**Your goal**
Please give back each line of the material unchanged, but without the images.

★ ★ ★ ★ ★ ★ ★

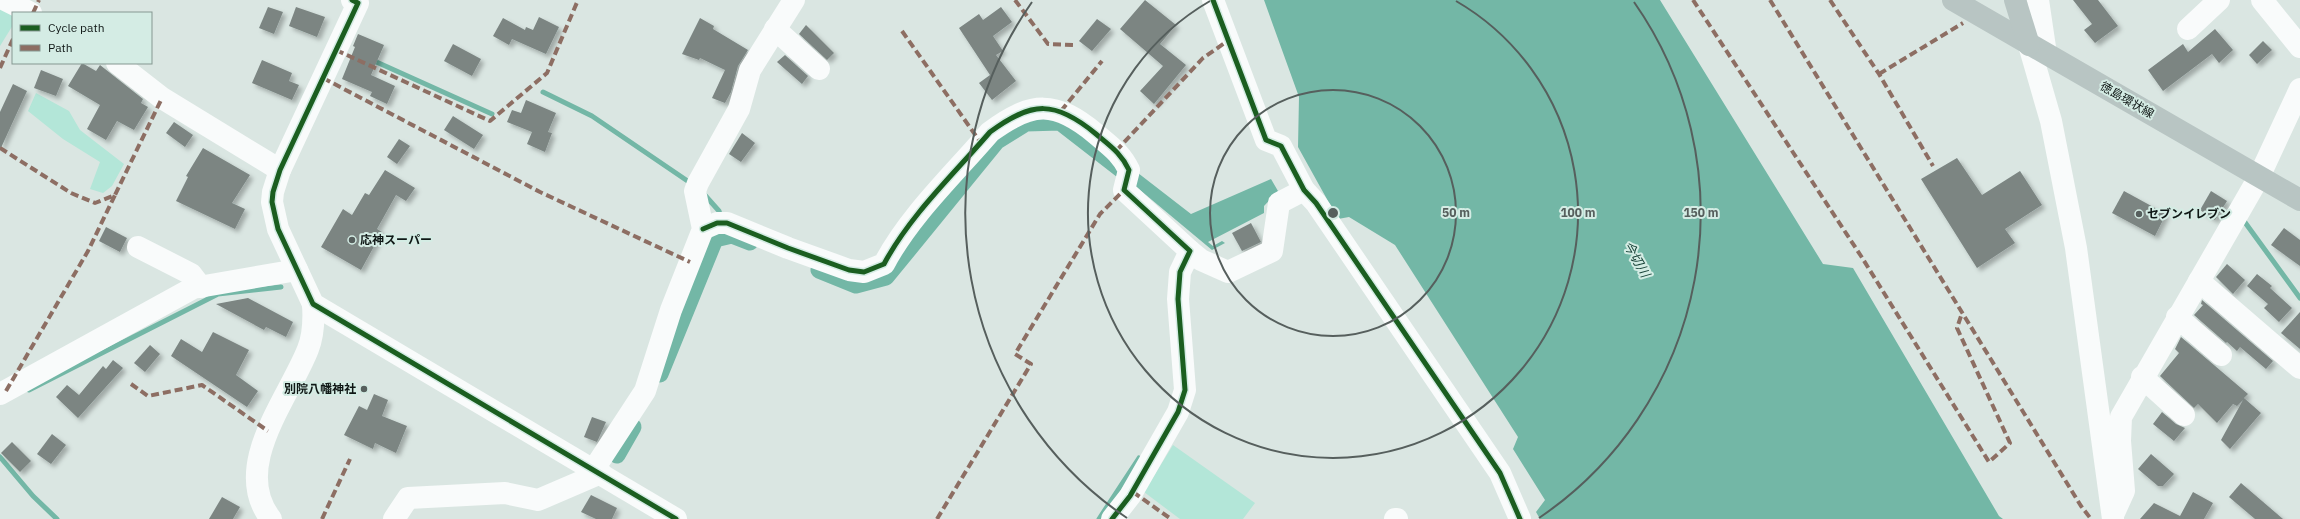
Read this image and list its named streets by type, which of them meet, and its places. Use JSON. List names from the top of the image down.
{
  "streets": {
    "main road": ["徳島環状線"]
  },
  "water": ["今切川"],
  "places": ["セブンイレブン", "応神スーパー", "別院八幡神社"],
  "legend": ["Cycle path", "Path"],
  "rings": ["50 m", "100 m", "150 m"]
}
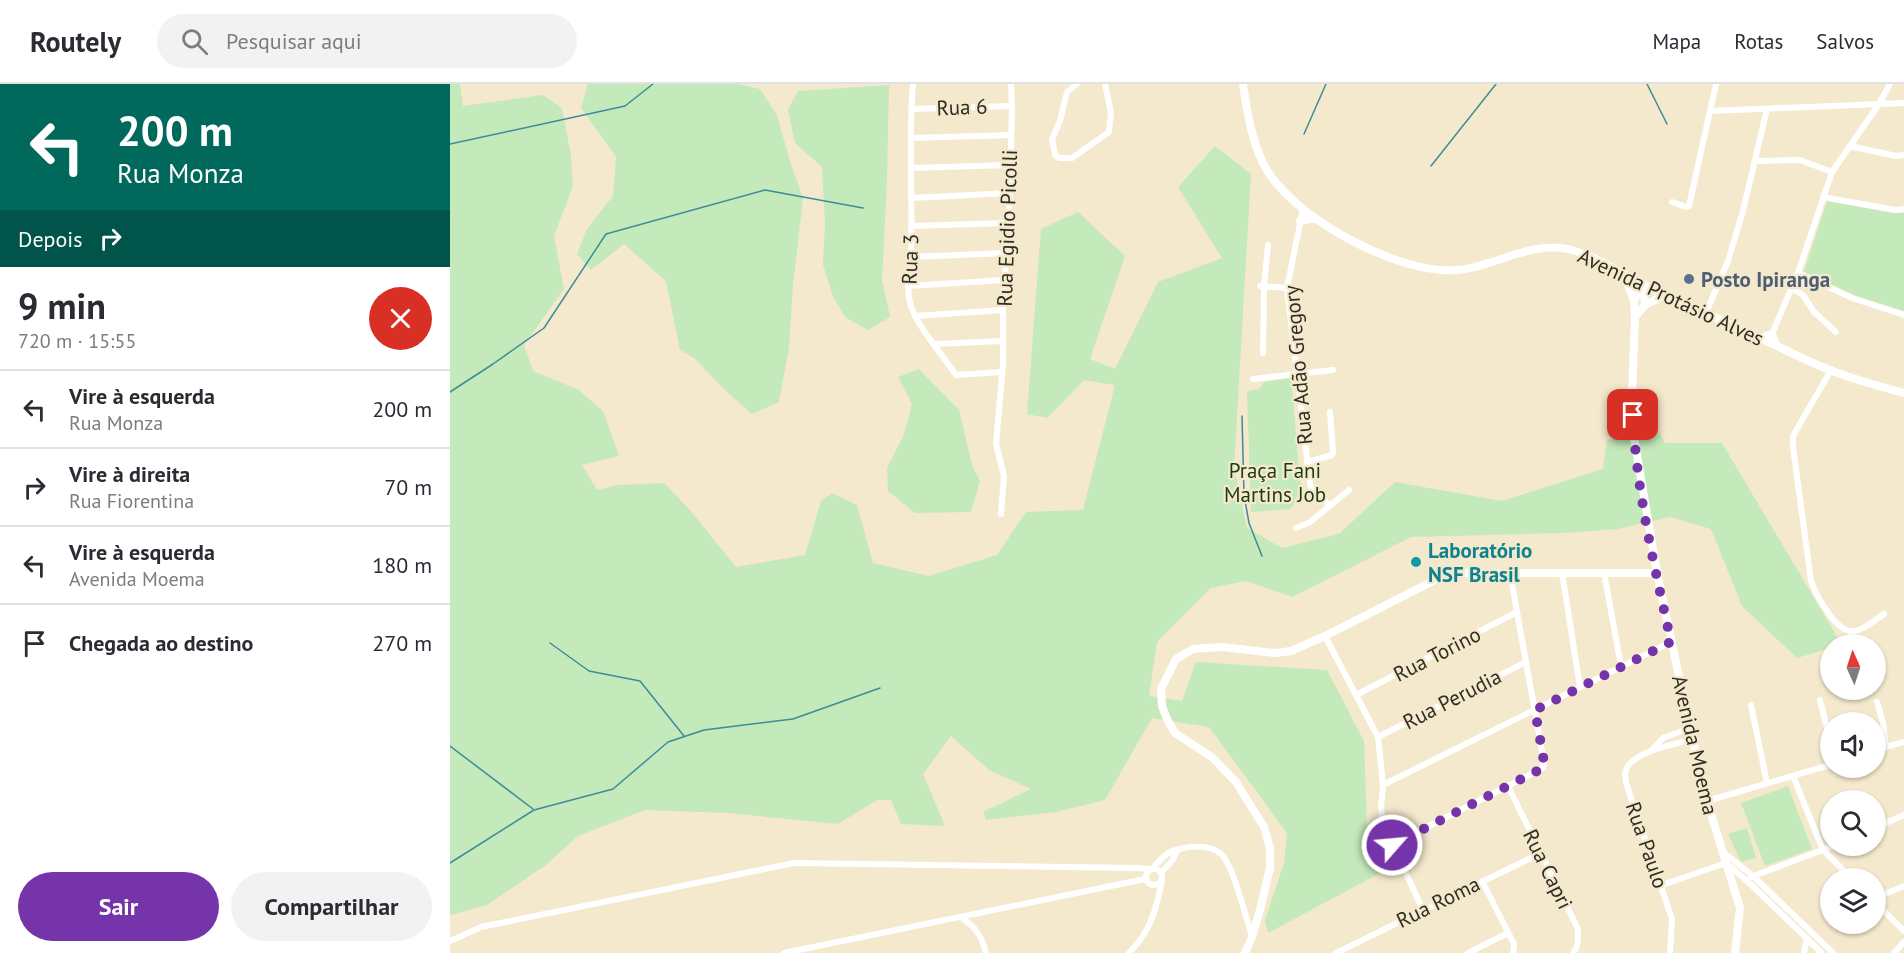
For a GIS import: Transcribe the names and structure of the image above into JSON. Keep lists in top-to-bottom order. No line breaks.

★ ★ ★ ★ ★ ★ ★

**Solved problem**
Read this image and list its named streets by type, which of them meet, and its places. Use JSON. List names from the top of the image down.
{
  "streets": {
    "main road": ["徳島環状線"]
  },
  "water": ["今切川"],
  "places": ["セブンイレブン", "応神スーパー", "別院八幡神社"],
  "legend": ["Cycle path", "Path"],
  "rings": ["50 m", "100 m", "150 m"]
}
For a GIS import: Transcribe the names and structure of the image above into JSON. Keep lists in top-to-bottom order. No line breaks.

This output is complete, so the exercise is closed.